Beethoven had the hepatitis B virus, as well as a genetic predisposition to cirrhosis, which, added to the high consumption of alcohol, explains the liver failure that caused his death at the age of 56 in 1827. It is the a conclusion that emerges from the analysis of the genome of five strands of hair attributed to the German composer, carried out by an international scientific team that yesterday presented the results of eight years of work in the journal Current Biology.

Researchers have not been able to clarify the cause of Beethoven's deafness, which began in his youth and worsened over the years. Nor of his recurrent gastrointestinal problems, although the genome analysis rules out that he was celiac and indicates a low probability of inflammatory bowel disease. But they have discovered that he may have been an illegitimate child, as his Y chromosome is different from that of other men in the family. And that he did not suffer from lead poisoning, as was inferred from a previous study of a flake that turned out to be fake.

It was Beethoven himself who requested that his deafness be made public after his death, researchers remember. This motivated them to analyze the genome of eight flakes presumably corresponding to the composer.

Five of the flakes are from the same man, with ancestors from the same regions as Beethoven's family, and with a level of DNA degradation that indicates they are about 200 years old. This, together with known details about the origin of the flakes, "indicates that they are authentic with almost total certainty", Tristan Begg, first author of the work, from the Max Planck Institute for Evolutionary Anthropology in Leipzig and the University of Cambridge.

The analysis of two more flakes has not been able to confirm that they are authentic. What is definitely fake is the Hiller flake, the most famous of those attributed to Beethoven, which the young musician Ferdinand Hiller supposedly carved after the master's death and which, after a turbulent history, ended up being sold for $7,300 at auction at Sotheby's in 1994. It turned out to have two X chromosomes, indicating that it is female.

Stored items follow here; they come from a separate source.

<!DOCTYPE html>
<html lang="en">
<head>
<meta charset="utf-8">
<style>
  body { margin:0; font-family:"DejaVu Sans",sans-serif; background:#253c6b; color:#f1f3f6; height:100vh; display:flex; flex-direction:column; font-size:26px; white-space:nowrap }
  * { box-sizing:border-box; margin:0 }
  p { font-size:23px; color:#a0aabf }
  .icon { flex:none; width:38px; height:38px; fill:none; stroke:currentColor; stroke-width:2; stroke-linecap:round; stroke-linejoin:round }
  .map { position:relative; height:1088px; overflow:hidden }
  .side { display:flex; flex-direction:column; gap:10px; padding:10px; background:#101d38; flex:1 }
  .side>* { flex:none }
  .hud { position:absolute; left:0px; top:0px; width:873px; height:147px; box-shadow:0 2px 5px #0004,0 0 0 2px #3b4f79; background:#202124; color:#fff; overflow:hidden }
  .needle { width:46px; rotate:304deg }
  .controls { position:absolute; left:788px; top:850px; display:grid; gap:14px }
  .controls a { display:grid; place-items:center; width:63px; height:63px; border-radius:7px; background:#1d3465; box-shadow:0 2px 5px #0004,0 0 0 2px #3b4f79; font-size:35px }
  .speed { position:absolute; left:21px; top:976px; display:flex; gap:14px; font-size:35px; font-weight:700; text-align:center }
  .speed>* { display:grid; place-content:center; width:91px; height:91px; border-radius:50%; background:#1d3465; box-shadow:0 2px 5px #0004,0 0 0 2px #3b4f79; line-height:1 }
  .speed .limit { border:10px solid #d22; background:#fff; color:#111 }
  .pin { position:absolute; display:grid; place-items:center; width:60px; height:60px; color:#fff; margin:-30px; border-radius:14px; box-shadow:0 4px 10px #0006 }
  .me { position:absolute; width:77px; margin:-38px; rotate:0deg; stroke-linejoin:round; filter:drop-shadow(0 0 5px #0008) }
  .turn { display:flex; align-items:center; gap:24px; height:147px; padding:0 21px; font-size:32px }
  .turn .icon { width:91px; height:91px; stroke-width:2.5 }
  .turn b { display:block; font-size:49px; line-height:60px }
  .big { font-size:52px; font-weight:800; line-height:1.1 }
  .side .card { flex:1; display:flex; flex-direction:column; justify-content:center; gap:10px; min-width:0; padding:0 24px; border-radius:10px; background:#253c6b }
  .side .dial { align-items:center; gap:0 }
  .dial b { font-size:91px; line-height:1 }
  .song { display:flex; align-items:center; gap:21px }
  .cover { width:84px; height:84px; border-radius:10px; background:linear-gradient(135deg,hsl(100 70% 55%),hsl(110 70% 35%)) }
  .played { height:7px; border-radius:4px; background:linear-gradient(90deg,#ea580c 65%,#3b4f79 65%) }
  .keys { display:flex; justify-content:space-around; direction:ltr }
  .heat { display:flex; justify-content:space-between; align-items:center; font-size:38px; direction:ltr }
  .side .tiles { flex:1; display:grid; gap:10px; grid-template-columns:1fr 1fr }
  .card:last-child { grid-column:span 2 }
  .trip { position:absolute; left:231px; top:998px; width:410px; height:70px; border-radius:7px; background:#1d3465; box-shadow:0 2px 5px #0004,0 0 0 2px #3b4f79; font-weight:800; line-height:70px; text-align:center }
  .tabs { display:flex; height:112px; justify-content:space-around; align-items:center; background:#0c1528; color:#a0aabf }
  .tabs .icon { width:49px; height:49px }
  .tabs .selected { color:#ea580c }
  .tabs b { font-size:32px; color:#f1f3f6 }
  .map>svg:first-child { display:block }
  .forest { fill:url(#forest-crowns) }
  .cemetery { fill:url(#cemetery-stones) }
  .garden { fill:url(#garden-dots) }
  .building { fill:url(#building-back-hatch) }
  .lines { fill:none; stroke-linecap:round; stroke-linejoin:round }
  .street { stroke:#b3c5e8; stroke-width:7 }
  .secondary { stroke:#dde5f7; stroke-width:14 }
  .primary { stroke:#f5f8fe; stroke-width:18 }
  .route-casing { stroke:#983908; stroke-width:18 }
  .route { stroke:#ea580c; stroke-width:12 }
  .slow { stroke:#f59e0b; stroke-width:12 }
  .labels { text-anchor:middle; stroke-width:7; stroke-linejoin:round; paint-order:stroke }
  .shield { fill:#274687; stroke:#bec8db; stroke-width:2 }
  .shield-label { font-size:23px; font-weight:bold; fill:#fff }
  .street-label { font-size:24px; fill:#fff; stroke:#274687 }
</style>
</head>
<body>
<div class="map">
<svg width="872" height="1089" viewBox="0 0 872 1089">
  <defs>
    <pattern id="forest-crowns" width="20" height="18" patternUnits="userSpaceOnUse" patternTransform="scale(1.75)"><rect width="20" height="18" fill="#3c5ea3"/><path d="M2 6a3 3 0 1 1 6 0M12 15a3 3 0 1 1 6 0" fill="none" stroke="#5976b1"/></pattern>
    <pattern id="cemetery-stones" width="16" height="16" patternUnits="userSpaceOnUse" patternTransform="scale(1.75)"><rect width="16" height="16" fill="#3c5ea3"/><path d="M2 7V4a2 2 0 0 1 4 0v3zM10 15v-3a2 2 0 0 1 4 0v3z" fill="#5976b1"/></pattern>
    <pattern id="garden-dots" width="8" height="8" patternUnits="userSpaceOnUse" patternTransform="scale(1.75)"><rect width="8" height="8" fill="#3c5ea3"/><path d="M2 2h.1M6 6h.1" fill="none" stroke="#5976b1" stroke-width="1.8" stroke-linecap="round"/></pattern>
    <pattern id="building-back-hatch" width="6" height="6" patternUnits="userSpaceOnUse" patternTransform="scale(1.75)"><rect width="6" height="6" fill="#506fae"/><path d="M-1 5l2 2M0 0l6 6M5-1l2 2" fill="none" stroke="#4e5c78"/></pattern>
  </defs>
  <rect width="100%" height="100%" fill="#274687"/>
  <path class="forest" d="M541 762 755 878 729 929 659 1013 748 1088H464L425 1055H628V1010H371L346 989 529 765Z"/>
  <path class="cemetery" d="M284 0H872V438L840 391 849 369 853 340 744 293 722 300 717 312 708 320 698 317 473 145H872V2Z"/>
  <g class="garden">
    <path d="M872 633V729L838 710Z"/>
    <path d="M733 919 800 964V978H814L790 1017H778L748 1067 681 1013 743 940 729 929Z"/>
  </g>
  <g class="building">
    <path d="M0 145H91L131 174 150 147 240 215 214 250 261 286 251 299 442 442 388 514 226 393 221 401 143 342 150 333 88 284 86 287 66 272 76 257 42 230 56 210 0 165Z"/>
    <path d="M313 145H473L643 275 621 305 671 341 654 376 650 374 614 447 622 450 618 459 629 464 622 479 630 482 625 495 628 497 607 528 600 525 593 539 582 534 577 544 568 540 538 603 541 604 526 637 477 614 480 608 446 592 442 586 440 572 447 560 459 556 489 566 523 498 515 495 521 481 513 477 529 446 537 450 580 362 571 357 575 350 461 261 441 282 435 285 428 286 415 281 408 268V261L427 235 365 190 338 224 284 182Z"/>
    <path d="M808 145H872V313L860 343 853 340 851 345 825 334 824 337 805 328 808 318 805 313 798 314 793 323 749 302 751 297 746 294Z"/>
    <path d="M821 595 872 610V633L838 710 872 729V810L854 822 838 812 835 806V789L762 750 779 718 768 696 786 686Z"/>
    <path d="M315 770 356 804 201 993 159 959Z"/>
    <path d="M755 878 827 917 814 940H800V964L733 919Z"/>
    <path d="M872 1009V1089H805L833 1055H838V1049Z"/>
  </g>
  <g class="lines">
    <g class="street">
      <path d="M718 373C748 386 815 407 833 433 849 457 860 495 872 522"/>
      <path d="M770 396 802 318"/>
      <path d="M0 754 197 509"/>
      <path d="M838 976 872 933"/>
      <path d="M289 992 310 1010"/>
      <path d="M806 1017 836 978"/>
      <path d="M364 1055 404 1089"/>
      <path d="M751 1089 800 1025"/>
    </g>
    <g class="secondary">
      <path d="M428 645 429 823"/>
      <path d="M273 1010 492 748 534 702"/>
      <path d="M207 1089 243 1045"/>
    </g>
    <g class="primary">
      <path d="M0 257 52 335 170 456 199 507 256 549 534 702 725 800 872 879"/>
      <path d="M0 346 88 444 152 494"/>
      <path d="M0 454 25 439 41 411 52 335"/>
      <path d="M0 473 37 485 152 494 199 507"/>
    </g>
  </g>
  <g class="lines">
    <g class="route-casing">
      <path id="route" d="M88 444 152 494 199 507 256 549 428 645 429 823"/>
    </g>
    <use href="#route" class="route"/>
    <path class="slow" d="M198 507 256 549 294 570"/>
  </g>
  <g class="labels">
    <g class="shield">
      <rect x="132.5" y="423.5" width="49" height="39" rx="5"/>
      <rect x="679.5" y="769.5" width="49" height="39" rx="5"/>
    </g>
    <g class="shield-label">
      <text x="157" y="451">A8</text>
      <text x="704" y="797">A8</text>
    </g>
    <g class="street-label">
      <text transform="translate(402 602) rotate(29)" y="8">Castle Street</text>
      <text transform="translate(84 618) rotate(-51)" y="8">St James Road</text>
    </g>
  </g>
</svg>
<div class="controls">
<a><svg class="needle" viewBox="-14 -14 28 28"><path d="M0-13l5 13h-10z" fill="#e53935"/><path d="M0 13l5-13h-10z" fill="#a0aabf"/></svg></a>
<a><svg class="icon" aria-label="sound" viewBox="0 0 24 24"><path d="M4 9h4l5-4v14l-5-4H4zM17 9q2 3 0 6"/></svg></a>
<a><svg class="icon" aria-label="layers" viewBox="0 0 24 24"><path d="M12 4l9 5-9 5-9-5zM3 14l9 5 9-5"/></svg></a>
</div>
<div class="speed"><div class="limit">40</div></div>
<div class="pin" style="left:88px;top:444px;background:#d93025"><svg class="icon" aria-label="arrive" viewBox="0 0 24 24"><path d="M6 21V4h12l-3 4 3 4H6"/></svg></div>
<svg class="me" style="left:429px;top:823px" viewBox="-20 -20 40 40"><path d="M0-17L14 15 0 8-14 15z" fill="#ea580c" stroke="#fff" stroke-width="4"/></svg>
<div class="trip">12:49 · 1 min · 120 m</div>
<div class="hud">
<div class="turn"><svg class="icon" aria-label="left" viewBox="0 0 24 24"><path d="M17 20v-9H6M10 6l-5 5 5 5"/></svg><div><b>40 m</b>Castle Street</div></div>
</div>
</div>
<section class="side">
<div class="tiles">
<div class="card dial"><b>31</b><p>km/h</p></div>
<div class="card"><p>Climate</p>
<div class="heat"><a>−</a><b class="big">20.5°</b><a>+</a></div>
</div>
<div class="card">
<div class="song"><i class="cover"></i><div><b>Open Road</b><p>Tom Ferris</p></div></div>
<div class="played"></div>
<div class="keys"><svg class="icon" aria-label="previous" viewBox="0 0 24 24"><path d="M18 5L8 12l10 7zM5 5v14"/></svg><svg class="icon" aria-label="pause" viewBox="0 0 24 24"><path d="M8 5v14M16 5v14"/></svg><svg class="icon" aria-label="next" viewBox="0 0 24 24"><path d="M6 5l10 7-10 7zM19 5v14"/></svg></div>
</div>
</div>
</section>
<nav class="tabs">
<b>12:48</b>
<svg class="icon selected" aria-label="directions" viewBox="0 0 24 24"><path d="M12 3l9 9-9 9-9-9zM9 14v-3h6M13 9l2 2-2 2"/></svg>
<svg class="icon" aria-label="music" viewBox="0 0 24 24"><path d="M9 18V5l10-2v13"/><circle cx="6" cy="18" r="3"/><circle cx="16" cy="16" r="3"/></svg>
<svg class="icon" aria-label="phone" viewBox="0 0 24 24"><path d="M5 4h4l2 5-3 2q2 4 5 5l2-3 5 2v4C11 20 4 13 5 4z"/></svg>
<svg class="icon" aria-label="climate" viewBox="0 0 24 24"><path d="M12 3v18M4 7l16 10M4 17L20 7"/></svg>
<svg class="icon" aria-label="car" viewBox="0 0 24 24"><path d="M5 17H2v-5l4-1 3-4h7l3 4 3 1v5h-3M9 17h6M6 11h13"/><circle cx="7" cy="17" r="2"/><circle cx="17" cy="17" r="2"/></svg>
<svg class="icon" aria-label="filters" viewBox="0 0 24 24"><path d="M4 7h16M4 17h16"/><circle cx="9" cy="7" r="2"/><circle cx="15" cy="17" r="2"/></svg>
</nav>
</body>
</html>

The analysis of the five authentic flakes revealed that Beethoven had the genetic alteration that most increases the risk of cirrhosis, located in the PNPLA3 gene. He had inherited this alteration from both his father and his mother, so he had it repeated in both copies of the gene.

In addition, the genome of the hepatitis B virus has been found in the so-called Stumpff flake, the one with the best-preserved DNA of the five, which was cut shortly after the musician's death. "It means he had the infection shortly before he died," said Johannes Krause, principal investigator of the project, from the Max Planck Institute for Evolutionary Anthropology. The research does not clarify when Beethoven contracted hepatitis, but the fact that he had a first episode of jaundice in 1821 indicates that it could have been around that time, when he was 50 years old.

The genome does not provide new information about how much alcohol Beethoven drank. His conversation books, which he made to be able to have a written dialogue with his friends, indicate that "his alcohol consumption was very constant, but it is difficult to estimate the amount", according to Tristan Begg. "We think that the liver disease that led to his death was a product of the combination of his genetic predisposition, his well-documented alcohol consumption and hepatitis B," said Markus Nöthen, co-author of the research.

Regarding the cause of deafness, no genetic alteration has been found to explain it. The hypotheses according to which it could be due to otosclerosis (which affects the bones of the middle ear) or Paget's disease (which also affects the bones) have not been able to be confirmed or refuted. “We have only been able to sequence with a high level of reliability two thirds of the genome; we can't make any definitive statements," Begg explained. Beethoven's genome data will be publicly available so that if more genetic alterations related to deafness are discovered in the future, it can be checked if he had any.